OV1-15 was launched from Vandenberg's 576-A-2 launch pad along with OV1-16 on an Atlas F rocket on 11 July 1968 at around 19:30:00 UTC into an eccentric medium orbit that took it from 1818.00 km above the Earth to an atmosphere-scraping altitude of just 154.00 km.

The spacecraft functioned normally after launch, reentering Earth's atmosphere on 6 November 1968. In addition to returning data on atmospheric fluctuations caused by solar storms, OV1-15 also determined that the density of the upper atmosphere was 30% lower than predicted.

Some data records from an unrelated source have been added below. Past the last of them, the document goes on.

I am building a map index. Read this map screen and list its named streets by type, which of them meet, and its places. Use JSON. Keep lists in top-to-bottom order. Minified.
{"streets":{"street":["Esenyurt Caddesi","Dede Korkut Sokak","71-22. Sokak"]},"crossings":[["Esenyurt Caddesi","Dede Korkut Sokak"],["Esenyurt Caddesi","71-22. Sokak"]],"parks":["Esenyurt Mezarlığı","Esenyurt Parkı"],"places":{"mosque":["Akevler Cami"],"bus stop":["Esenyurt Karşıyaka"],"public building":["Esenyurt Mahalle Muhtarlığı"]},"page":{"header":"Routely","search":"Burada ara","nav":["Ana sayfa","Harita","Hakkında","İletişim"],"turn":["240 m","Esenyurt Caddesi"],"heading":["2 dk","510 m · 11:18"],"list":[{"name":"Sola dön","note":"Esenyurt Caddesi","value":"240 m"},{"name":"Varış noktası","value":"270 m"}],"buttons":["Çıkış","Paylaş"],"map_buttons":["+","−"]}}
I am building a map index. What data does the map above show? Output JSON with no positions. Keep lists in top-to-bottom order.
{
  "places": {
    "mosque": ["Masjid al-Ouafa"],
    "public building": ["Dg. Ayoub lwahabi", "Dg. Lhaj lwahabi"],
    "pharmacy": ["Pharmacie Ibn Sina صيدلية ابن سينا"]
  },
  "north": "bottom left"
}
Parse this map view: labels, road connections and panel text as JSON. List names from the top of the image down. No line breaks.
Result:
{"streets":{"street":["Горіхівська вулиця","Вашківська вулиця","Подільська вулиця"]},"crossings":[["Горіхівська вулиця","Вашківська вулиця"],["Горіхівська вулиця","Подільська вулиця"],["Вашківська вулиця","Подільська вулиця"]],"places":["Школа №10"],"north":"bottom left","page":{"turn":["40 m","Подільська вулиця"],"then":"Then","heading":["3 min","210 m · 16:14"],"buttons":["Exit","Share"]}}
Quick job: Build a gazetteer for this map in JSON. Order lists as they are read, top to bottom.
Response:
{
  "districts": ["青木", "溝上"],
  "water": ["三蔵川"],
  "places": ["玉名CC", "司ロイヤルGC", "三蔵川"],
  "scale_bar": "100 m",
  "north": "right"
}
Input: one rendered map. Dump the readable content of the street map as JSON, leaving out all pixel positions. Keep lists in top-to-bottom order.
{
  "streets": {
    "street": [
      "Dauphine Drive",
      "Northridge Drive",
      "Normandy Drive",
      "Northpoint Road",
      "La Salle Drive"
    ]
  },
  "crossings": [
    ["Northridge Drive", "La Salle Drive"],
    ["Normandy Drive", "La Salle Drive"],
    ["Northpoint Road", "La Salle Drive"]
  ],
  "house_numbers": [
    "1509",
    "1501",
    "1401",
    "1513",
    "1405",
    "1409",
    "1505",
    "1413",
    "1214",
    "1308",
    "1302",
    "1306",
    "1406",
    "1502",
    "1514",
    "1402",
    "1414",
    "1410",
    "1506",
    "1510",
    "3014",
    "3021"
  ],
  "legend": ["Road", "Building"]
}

Data from OV1-15 and 16 refuted the prevailing theory at the time that atmospheric density would decrease with increased solar activity. In fact, it increased. The satellites also found that the density of the upper atmosphere was not uniform, with pockets of denser and less dense gas.

==Results==

The findings of OV1-15 and 16 quickly led to refined models of the upper atmosphere of immediate use to the Air Force and the Department of Defense. Their data proved that increased solar activity increased the air density at high altitudes, contradicting the prevailing model of the time. Moreover, the satellites determined that the density of the upper atmosphere was 10% lower than predicted by theoretical models.

The OV1 program ultimately comprised 22 missions, the last flying on 19 September 1971.